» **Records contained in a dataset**
---

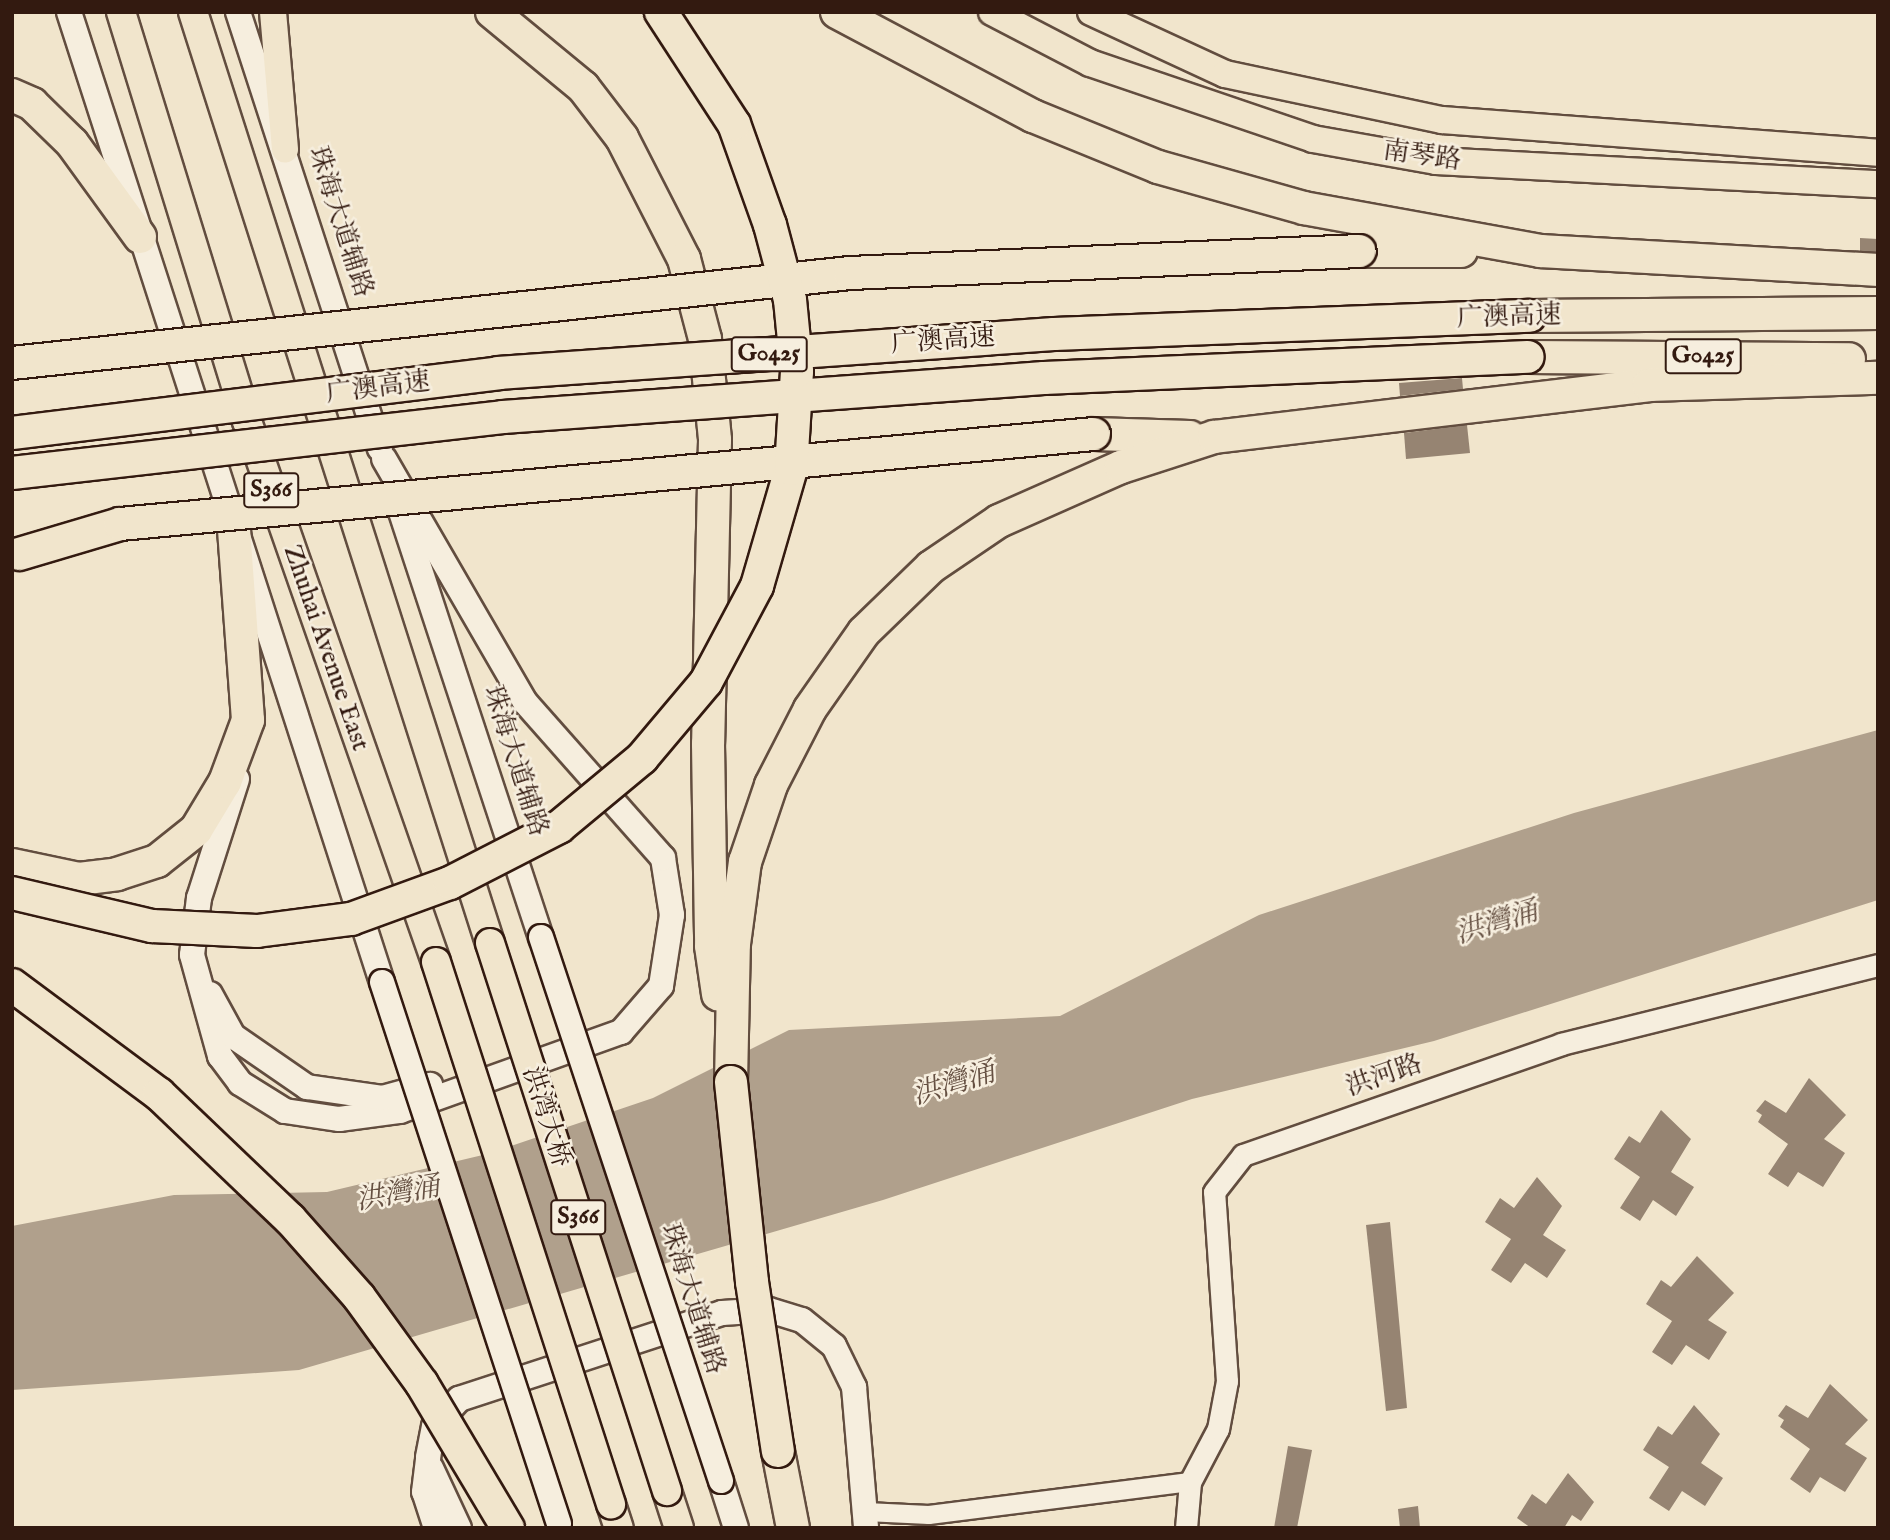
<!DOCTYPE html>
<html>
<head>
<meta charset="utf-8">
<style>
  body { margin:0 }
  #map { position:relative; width:1890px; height:1540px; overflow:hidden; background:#f1e5cc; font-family:"IM FELL English","Noto Serif SC",serif }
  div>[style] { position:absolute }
  .water>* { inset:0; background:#b0a08c }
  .building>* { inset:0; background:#968472 }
  .roads { filter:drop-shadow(2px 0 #624d3f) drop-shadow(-2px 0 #624d3f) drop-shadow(0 2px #624d3f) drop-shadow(0 -2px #624d3f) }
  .minor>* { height:18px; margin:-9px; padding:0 9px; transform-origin:9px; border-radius:9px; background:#f6eede }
  .tertiary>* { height:21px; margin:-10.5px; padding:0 10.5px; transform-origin:10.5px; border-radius:10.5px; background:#f6eede }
  .secondary>* { height:24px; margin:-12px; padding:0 12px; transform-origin:12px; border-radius:12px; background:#f6eede }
  .primary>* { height:26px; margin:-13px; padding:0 13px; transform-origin:13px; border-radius:13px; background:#f1e5cc }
  .trunk>* { height:28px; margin:-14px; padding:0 14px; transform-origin:14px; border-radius:14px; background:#f1e5cc }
  .motorway>* { height:32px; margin:-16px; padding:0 16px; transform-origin:16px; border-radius:16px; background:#f1e5cc }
  .bridges { filter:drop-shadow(2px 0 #331a10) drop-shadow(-2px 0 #331a10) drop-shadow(0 2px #331a10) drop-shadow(0 -2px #331a10) }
  .secondary-bridge>* { height:24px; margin:-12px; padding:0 12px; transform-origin:12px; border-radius:12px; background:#f6eede }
  .trunk-bridge>* { height:28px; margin:-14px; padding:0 14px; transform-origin:14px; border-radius:14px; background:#f1e5cc }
  .motorway-bridge>* { height:32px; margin:-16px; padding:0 16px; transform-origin:16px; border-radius:16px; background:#f1e5cc }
  span { translate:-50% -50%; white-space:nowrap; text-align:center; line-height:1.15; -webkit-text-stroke:5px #f6eede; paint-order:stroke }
  .shield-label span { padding:2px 5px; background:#f6eede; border:2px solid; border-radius:5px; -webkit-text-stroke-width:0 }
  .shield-label { font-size:24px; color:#331a10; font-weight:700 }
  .street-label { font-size:26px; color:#331a10 }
  .water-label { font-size:28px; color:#655042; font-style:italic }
  .frame { position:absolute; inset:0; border:14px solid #331a10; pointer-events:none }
</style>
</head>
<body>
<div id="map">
  <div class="water">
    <div style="clip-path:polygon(1878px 730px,1878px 900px,1434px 1041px,1192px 1099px,883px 1200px,299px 1370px,12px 1390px,12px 1226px,174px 1195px,327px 1192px,487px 1154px,653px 1098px,789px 1030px,1060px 1016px,1259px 915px,1574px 813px)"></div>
  </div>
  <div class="building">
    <div style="clip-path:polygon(1860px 238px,1878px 239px,1878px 252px,1860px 251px)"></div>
    <div style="clip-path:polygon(1462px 378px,1463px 389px,1400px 396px,1399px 383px)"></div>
    <div style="clip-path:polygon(1467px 425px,1470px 453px,1406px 459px,1404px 433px)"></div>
    <div style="clip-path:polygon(1809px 1078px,1846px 1115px,1824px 1139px,1845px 1153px,1823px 1187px,1798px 1172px,1788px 1187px,1768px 1174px,1788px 1144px,1758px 1122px,1762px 1115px,1756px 1111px,1765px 1100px,1786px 1113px)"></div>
    <div style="clip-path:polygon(1661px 1110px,1691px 1139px,1671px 1172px,1694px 1187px,1676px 1216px,1653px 1200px,1640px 1221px,1620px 1208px,1640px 1177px,1614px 1159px,1629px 1136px,1640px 1143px)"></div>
    <div style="clip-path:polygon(1537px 1177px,1562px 1206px,1543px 1235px,1566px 1250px,1547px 1278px,1525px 1263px,1511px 1283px,1491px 1270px,1511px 1239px,1485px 1222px,1500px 1198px,1514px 1208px)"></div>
    <div style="clip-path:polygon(1390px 1222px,1407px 1408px,1386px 1411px,1366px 1225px)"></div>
    <div style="clip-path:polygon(1697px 1256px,1734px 1293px,1708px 1320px,1727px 1332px,1709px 1360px,1686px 1345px,1672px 1365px,1652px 1352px,1672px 1321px,1646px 1304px,1661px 1280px,1671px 1287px)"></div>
    <div style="clip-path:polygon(1830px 1384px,1868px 1420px,1845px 1444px,1867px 1458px,1845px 1492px,1820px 1477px,1810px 1493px,1790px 1479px,1810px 1449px,1780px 1427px,1784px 1420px,1778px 1416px,1786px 1405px,1808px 1418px)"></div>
    <div style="clip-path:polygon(1694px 1405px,1720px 1434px,1701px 1463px,1723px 1478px,1705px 1506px,1682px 1491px,1669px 1511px,1649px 1498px,1669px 1467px,1643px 1450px,1658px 1426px,1672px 1435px)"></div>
    <div style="clip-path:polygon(1288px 1446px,1312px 1450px,1297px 1528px,1274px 1528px)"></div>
    <div style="clip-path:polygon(1568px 1473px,1594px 1502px,1581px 1521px,1572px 1515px,1564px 1528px,1531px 1528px,1517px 1518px,1532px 1494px,1546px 1504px)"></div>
    <div style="clip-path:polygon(1418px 1506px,1420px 1528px,1400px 1528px,1398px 1509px)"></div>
  </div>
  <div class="roads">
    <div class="minor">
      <div style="left:866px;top:1512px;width:63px;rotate:2.7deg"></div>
      <div style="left:929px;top:1515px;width:263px;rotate:-7.2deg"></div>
    </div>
    <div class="tertiary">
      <div style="left:1186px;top:1528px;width:46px;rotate:-85deg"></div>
      <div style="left:1190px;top:1482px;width:60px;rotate:-62.2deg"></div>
      <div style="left:1218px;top:1429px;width:49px;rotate:-79.4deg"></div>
      <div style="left:1227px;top:1381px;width:189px;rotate:-93.9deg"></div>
      <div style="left:1214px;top:1192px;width:47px;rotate:-51.9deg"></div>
      <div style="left:1243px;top:1155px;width:337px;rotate:-19.2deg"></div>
      <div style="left:1561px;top:1044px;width:327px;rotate:-14deg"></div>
    </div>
    <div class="secondary">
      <div style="left:69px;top:12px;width:1019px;rotate:72.12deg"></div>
      <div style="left:238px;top:12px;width:459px;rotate:72deg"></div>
      <div style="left:400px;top:509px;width:451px;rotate:71.8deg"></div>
      <div style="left:237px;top:779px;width:125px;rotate:107.7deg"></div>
      <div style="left:199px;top:898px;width:57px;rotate:97deg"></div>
      <div style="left:192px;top:955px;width:105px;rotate:74.5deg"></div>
      <div style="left:220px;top:1056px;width:34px;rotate:53deg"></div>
      <div style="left:240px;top:1083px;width:53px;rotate:31.9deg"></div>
      <div style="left:285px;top:1111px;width:55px;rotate:8.4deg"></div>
      <div style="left:339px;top:1119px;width:62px;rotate:-7.5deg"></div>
      <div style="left:400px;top:1111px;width:235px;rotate:-19.7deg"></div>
      <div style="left:621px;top:1032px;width:61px;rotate:-49deg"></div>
      <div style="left:661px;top:986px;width:72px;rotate:-81.2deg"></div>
      <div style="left:672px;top:915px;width:58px;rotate:-99deg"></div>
      <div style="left:663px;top:858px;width:208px;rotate:-131.5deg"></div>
      <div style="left:525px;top:702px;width:281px;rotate:-120.1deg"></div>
      <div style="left:210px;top:994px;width:48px;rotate:61.3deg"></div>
      <div style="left:233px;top:1036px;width:90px;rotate:34.6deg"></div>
      <div style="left:307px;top:1087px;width:76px;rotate:8.3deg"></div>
      <div style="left:382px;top:1098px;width:50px;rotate:-15.2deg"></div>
      <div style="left:431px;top:1468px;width:66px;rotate:65deg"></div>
      <div style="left:721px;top:1481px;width:49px;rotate:72.3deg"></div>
      <div style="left:436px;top:1528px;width:38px;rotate:-108deg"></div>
      <div style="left:424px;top:1492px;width:35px;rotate:-83deg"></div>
      <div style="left:428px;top:1457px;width:31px;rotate:-79deg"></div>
      <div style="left:434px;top:1427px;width:38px;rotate:-48deg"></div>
      <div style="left:459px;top:1399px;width:277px;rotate:-18.1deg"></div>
      <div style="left:722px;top:1313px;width:47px;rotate:-3.7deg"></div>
      <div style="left:769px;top:1310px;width:34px;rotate:17deg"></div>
      <div style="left:802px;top:1320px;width:41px;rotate:39.1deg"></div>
      <div style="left:834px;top:1346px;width:46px;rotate:64deg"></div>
      <div style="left:854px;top:1387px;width:142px;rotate:85.1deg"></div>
    </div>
    <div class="primary">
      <div style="left:273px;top:12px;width:138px;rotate:85deg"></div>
      <div style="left:992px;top:12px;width:110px;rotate:27.5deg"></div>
      <div style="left:1090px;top:63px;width:236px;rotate:18.8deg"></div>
      <div style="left:1313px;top:139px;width:125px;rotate:10.1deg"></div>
      <div style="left:1436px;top:161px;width:443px;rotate:3deg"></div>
      <div style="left:1091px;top:12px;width:148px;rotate:24.8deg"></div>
      <div style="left:1225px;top:74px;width:222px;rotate:12deg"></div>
      <div style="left:1442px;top:120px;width:437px;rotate:4.3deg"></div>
    </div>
    <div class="trunk">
      <div style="left:121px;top:12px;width:428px;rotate:72.9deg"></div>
      <div style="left:247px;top:421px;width:573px;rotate:70.74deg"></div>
      <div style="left:193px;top:12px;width:977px;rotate:72.31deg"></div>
      <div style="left:667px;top:1491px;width:39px;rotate:72deg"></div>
      <div style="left:611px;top:1504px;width:25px;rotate:72deg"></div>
    </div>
    <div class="motorway">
      <div style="left:492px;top:12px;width:118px;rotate:39.5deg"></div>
      <div style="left:583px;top:87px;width:64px;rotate:52.6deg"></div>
      <div style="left:622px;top:138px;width:136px;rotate:62.9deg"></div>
      <div style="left:684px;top:259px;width:83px;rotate:75.3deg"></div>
      <div style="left:705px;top:339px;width:101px;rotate:84.3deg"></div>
      <div style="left:715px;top:440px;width:304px;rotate:91.3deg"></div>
      <div style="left:708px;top:744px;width:202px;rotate:89.1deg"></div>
      <div style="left:711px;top:946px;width:49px;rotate:81.7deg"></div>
      <div style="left:837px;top:12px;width:222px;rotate:28deg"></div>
      <div style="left:1033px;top:116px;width:135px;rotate:22.2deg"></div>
      <div style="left:1158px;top:167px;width:152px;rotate:15.7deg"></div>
      <div style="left:1304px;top:208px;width:240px;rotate:10.3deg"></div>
      <div style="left:1540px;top:251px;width:339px;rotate:3.2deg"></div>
      <div style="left:12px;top:95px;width:22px;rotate:24deg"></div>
      <div style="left:32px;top:104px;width:56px;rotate:44.3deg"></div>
      <div style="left:72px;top:143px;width:116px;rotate:54.1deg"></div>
      <div style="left:1360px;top:251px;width:101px"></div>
      <div style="left:1530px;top:316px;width:348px;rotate:-0.5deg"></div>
      <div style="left:1528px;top:357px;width:321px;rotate:0.4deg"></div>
      <div style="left:1094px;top:434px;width:96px;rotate:1.8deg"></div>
      <div style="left:12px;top:865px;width:68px;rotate:11.8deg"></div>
      <div style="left:79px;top:879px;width:38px;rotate:-7deg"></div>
      <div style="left:117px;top:874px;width:42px;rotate:-18deg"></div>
      <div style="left:157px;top:861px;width:50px;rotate:-38.5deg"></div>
      <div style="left:196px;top:830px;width:56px;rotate:-58.9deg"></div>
      <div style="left:225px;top:782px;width:66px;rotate:-69.6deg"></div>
      <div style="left:248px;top:720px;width:191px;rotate:-94.2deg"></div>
      <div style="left:731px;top:1082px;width:138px;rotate:-88.8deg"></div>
      <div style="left:734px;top:944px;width:83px;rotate:-82.4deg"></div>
      <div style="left:745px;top:862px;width:81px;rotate:-71.3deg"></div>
      <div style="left:771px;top:785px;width:85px;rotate:-62.8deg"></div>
      <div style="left:810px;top:709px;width:94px;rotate:-55deg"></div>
      <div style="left:864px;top:632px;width:93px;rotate:-44.1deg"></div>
      <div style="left:931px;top:567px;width:82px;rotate:-34.1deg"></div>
      <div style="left:999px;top:521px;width:133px;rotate:-23.9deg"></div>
      <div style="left:1121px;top:467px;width:98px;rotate:-17.9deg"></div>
      <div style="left:1214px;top:437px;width:438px;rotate:-6.8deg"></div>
      <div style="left:1649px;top:385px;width:229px;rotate:-1.8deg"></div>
      <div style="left:778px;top:1451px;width:78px;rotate:79deg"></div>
    </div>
  </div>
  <div class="bridges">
    <div class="secondary-bridge">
      <div style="left:541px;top:937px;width:573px;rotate:71.69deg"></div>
      <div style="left:382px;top:982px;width:570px;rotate:71.91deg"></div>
    </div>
    <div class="trunk-bridge">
      <div style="left:490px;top:943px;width:576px;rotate:72.1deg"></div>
      <div style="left:436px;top:962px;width:570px;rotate:72.11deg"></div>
    </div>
    <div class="motorway-bridge">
      <div style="left:12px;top:363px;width:843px;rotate:-6.13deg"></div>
      <div style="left:850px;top:273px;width:510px;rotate:-2.47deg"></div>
      <div style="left:12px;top:433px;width:490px;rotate:-7deg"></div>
      <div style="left:498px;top:373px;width:557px;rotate:-4.01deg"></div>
      <div style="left:1054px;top:334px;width:476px;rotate:-2.2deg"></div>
      <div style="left:12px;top:473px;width:494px;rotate:-6.5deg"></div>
      <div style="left:503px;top:417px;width:542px;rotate:-4.12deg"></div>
      <div style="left:1044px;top:378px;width:484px;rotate:-2.5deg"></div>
      <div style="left:19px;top:554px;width:105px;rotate:-16.5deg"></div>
      <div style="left:120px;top:524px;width:978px;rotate:-5.28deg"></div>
      <div style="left:12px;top:893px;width:144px;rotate:13.3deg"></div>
      <div style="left:152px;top:926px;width:105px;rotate:2.7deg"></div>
      <div style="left:257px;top:931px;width:95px;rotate:-7.3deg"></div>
      <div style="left:351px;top:919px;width:105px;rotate:-20deg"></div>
      <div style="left:450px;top:883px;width:123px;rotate:-27.2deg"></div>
      <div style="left:559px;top:827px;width:108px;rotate:-39.7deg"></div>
      <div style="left:642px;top:758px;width:99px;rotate:-49.9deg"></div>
      <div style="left:706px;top:682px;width:109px;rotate:-62deg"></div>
      <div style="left:757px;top:586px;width:122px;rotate:-73.8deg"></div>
      <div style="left:791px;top:469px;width:98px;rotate:-86.5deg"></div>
      <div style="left:797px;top:371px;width:71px;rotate:-95.6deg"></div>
      <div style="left:790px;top:300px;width:78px;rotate:-104.9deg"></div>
      <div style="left:770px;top:225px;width:107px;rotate:-109.6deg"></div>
      <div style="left:734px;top:124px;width:134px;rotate:-123.1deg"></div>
      <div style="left:12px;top:985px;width:183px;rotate:36.6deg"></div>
      <div style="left:159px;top:1094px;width:181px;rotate:43.7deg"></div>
      <div style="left:290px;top:1219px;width:104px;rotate:48.5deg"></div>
      <div style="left:359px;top:1297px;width:107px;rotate:54.1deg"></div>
      <div style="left:422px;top:1384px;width:168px;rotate:59.2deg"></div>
      <div style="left:731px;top:1082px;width:201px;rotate:84deg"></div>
      <div style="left:752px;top:1282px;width:171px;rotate:81.3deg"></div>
    </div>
  </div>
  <div class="shield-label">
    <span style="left:769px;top:354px">G0425</span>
    <span style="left:1703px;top:356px">G0425</span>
    <span style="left:271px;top:490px">S366</span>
    <span style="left:578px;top:1217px">S366</span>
  </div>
  <div class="street-label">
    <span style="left:1422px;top:156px;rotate:8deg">南琴路</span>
    <span style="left:340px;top:222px;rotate:72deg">珠海大道辅路</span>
    <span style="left:1509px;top:317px;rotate:-2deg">广澳高速</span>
    <span style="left:943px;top:341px;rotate:-4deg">广澳高速</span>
    <span style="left:378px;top:388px;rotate:-7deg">广澳高速</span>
    <span style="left:326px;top:648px;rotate:71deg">Zhuhai Avenue East</span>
    <span style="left:515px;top:761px;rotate:72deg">珠海大道辅路</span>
    <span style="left:1384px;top:1076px;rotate:-19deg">洪河路</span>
    <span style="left:546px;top:1117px;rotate:72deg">洪湾大桥</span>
    <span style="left:692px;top:1299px;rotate:72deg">珠海大道辅路</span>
  </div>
  <div class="water-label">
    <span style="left:1497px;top:924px;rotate:-17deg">洪灣涌</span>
    <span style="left:954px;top:1085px;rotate:-17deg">洪灣涌</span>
    <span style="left:398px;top:1195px;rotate:-10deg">洪灣涌</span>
  </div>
  <div class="frame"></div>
</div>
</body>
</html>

---

» **AIM OF THE EXERCISE**
The response is to contain exactly the lines from the beginning of the data through the line containing "filter:drop-shadow(2px 0 #624d3f)", both ends included, and nothing else; omit the pictures.

» **PROBLEM SOLUTION**
<!DOCTYPE html>
<html>
<head>
<meta charset="utf-8">
<style>
  body { margin:0 }
  #map { position:relative; width:1890px; height:1540px; overflow:hidden; background:#f1e5cc; font-family:"IM FELL English","Noto Serif SC",serif }
  div>[style] { position:absolute }
  .water>* { inset:0; background:#b0a08c }
  .building>* { inset:0; background:#968472 }
  .roads { filter:drop-shadow(2px 0 #624d3f) drop-shadow(-2px 0 #624d3f) drop-shadow(0 2px #624d3f) drop-shadow(0 -2px #624d3f) }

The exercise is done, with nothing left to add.